She then had the idea that I could do the engagement photos as a trial run and
she would want to pay me for them. She mentioned how she hates having her
picture taken and the thought of a complete stranger taking her photos seemed
"scary." I had a hard time making an offer because she really wasn't a friend,
but I recognized they were doing me a small favour at the same time. Anyways,
they agreed upon my offer. I sent them a printed invoice with the cost and what
I was including in the shoot. I didn't feel comfortable taking any money up
front or on the day of the shoot so I said to just bring a post-dated cheque.
She insisted on paying me the day of the shoot because it would be easier. I agreed.
Day of the shoot comes and the shoot goes better than I had expected. She wasn't
as terrified by the camera as thought she was. Anyways, this is where the
headaches begin. They had lost the invoice, and forgot how much I was charging
them. ($175, all prices in this post are in CDN$) They could only pay $50. I
took it as a deposit.
Edit the photos, pick out the keepers, send them online proofs. They said they
looked "weird" in them. As well, I was now told any photos of them kissing
couldn't be used due to religious reasons. They really wanted to see the entire
shoot so to prove my point that these really were the keepers I sent proofs (via
e-mail) of the entire shoot including the awkward ones and photos where eyes
were closed. They make their selections (all of which were from the orignal
proofs sent) and I send off a final invoice. The cheque comes, it's off by $5.
Anyways, the family loved the photos and they made great presents.

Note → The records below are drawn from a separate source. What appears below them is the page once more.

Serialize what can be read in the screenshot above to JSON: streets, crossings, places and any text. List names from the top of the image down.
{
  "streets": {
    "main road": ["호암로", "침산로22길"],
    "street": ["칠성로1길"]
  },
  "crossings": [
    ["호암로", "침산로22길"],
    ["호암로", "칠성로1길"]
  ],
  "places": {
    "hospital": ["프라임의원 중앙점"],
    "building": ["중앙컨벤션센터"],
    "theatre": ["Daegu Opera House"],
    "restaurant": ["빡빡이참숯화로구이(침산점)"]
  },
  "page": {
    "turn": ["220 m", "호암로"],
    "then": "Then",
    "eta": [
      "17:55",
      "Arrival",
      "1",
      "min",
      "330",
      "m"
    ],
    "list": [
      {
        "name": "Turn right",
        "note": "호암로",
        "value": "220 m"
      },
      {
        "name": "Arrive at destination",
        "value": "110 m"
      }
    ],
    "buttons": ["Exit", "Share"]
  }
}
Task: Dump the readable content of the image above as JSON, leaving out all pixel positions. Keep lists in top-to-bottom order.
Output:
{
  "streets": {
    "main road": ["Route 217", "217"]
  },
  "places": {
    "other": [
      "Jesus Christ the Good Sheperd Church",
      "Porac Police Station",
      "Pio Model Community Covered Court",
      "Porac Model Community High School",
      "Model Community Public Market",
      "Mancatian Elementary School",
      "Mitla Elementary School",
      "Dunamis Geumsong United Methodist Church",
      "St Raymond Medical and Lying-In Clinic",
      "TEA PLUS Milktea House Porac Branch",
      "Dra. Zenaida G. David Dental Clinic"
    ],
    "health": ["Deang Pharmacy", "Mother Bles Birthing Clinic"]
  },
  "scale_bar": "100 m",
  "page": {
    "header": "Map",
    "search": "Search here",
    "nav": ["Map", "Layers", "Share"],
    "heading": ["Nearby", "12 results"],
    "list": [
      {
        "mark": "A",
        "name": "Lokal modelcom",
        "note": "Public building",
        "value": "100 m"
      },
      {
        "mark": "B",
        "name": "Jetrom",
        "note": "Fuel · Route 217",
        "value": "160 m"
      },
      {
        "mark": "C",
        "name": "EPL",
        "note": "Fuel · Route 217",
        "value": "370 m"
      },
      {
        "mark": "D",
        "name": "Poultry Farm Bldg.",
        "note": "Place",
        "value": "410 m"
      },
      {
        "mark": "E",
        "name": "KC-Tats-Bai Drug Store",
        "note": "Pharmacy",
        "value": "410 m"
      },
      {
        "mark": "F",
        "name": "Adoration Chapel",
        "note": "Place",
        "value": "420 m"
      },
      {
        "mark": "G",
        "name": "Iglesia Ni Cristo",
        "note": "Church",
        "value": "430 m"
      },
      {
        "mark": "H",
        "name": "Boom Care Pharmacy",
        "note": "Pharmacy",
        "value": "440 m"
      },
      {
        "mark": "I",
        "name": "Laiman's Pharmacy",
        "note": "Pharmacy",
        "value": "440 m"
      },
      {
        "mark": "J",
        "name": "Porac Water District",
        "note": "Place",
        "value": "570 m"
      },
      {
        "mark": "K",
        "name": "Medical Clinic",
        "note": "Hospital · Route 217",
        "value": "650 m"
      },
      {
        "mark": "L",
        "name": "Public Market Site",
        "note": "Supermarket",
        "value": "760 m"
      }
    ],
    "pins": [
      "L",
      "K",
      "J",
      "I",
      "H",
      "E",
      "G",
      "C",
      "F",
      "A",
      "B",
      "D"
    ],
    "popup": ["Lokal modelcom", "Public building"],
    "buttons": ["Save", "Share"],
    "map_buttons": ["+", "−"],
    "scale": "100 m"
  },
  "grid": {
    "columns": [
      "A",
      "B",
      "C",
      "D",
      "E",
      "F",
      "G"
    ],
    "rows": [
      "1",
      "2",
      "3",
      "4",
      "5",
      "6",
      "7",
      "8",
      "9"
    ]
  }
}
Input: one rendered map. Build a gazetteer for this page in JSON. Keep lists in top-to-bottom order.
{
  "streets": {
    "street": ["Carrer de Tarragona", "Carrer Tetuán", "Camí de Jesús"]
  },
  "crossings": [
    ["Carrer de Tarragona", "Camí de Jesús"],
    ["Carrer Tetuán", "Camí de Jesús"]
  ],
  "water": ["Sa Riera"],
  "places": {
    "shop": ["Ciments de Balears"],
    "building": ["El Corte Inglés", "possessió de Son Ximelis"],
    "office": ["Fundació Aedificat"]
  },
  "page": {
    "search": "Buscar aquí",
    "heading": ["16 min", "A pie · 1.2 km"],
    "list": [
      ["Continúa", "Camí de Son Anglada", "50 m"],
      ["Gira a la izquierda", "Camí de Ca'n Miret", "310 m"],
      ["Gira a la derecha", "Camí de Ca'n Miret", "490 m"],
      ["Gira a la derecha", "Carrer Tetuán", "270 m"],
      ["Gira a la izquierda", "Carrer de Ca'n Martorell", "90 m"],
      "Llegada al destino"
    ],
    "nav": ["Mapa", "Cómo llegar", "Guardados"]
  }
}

I decided half way through this there was no way I was doing the wedding. Months
go by and no mention of it, even though we had talked a few times. Then, out of
nowhere they say they want me to do the wedding and to send them some kind of
offer. I figure, it's only worth doing if I make a good profit, so I made my
prices pretty high ($2500 total coverage, inluding tax, and $300 in
prints/albums...not that high, except for the fact this would be my first
wedding and I would be competing with photographers not in a large urban centre)
hoping they would balk and just find someone else.
I think two months go by before they respond, and they accused me of my prices
being too high and that they are higher than other "professional" photographers
and want me to haggle my mid coverage price ($2200). They mentioned they found
packages of similar content for $895.
I responded by saying, if you have found someone local and you enjoy their work,
you should hire them, I can't beat that price. Currently waiting for a response.
So what would you have done? I am not deadset on becoming a professional wedding
photographer, I wouldn't mind the experience (I enjoy being well rounded) but my
dreams and livelihood don't depend on it. I would rather wait for a close
friend's wedding and do it at cost or even for free, or do the same as a second
shooter under a professional with clients who don't blur the line between client
and associate/friend.
Thanks for your time if you have read this far. :)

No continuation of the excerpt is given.